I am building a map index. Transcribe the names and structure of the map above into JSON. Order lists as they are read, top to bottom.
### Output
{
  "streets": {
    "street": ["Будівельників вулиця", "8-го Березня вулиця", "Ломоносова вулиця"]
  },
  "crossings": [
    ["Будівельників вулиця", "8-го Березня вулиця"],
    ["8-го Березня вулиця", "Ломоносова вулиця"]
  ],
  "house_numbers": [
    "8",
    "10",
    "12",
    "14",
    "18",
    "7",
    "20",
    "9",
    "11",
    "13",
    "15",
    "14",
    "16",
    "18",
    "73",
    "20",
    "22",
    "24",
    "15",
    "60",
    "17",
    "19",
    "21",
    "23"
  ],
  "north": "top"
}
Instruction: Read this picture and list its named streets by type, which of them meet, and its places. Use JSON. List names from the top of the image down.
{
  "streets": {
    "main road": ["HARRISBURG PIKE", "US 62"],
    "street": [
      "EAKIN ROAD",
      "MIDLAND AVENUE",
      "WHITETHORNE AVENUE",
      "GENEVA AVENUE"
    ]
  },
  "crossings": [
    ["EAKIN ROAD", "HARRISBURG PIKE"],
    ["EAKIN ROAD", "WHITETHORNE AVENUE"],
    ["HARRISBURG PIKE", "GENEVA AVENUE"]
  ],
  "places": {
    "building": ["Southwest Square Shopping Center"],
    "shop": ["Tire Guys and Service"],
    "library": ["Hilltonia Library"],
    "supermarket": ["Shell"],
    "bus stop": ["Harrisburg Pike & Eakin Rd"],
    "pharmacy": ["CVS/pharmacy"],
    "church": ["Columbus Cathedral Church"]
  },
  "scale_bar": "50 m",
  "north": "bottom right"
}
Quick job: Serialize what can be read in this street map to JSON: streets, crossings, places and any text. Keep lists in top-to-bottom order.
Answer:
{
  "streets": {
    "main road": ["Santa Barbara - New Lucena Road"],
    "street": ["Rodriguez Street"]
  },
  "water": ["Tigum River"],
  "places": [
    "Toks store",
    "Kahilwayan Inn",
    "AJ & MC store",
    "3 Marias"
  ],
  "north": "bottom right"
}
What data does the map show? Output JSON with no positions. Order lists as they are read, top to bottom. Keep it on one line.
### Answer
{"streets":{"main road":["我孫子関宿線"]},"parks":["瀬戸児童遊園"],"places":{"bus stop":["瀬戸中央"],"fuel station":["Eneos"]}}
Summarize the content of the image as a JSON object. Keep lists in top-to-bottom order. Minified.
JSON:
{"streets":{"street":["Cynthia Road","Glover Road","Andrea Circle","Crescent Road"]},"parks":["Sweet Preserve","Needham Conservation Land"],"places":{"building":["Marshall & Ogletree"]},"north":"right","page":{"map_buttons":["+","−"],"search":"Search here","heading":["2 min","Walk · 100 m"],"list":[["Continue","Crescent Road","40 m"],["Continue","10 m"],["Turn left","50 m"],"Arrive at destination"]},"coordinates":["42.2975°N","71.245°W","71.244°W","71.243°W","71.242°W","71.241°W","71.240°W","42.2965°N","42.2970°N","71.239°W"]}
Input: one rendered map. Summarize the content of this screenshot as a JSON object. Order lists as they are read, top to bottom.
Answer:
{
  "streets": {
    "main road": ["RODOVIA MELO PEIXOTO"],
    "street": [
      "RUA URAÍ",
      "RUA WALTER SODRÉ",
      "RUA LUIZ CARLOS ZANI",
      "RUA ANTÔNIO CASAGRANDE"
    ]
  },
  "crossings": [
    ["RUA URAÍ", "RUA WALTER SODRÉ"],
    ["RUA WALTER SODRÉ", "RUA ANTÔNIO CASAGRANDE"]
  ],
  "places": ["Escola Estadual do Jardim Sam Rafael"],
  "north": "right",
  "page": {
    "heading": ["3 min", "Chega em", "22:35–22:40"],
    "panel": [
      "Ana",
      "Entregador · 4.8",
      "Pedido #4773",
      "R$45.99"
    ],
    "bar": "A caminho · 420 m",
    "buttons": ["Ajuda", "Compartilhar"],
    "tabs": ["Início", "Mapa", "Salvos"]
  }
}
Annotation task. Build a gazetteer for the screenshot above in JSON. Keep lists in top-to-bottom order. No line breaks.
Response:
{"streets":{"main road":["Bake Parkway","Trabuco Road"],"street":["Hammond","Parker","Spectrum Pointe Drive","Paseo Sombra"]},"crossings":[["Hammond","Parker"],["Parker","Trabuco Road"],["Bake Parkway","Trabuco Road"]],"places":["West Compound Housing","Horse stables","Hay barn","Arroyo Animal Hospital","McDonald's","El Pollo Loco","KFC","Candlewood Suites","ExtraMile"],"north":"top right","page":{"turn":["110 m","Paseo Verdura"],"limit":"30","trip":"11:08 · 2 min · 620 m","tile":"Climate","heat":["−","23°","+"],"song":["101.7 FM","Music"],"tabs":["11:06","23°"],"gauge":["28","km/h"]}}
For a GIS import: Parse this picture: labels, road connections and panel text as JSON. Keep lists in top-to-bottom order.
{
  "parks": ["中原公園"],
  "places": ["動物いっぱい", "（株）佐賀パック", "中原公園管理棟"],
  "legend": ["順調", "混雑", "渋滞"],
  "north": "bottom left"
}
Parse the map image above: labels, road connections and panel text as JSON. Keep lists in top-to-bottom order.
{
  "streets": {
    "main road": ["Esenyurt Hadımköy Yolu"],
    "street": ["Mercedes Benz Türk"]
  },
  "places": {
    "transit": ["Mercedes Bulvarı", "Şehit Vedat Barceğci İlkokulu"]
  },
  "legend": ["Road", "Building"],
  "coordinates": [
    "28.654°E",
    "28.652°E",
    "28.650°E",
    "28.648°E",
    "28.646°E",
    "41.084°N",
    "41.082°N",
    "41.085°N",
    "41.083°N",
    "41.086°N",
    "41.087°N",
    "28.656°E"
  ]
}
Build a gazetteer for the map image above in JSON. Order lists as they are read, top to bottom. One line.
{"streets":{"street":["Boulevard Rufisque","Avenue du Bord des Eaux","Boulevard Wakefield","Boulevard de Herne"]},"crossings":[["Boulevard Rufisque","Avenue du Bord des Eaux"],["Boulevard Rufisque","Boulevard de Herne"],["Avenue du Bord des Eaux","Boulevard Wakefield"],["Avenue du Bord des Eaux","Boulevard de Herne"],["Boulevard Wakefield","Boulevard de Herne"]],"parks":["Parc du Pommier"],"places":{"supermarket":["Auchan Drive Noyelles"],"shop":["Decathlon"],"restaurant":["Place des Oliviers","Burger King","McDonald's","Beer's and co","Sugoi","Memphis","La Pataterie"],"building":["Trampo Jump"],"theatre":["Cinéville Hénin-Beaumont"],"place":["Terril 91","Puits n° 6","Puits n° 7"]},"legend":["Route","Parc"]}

□ □ □ □ □

■ What you should do: Give the number of lines that contain "Summarize" in the material above, with no other text.

■ Reply: 2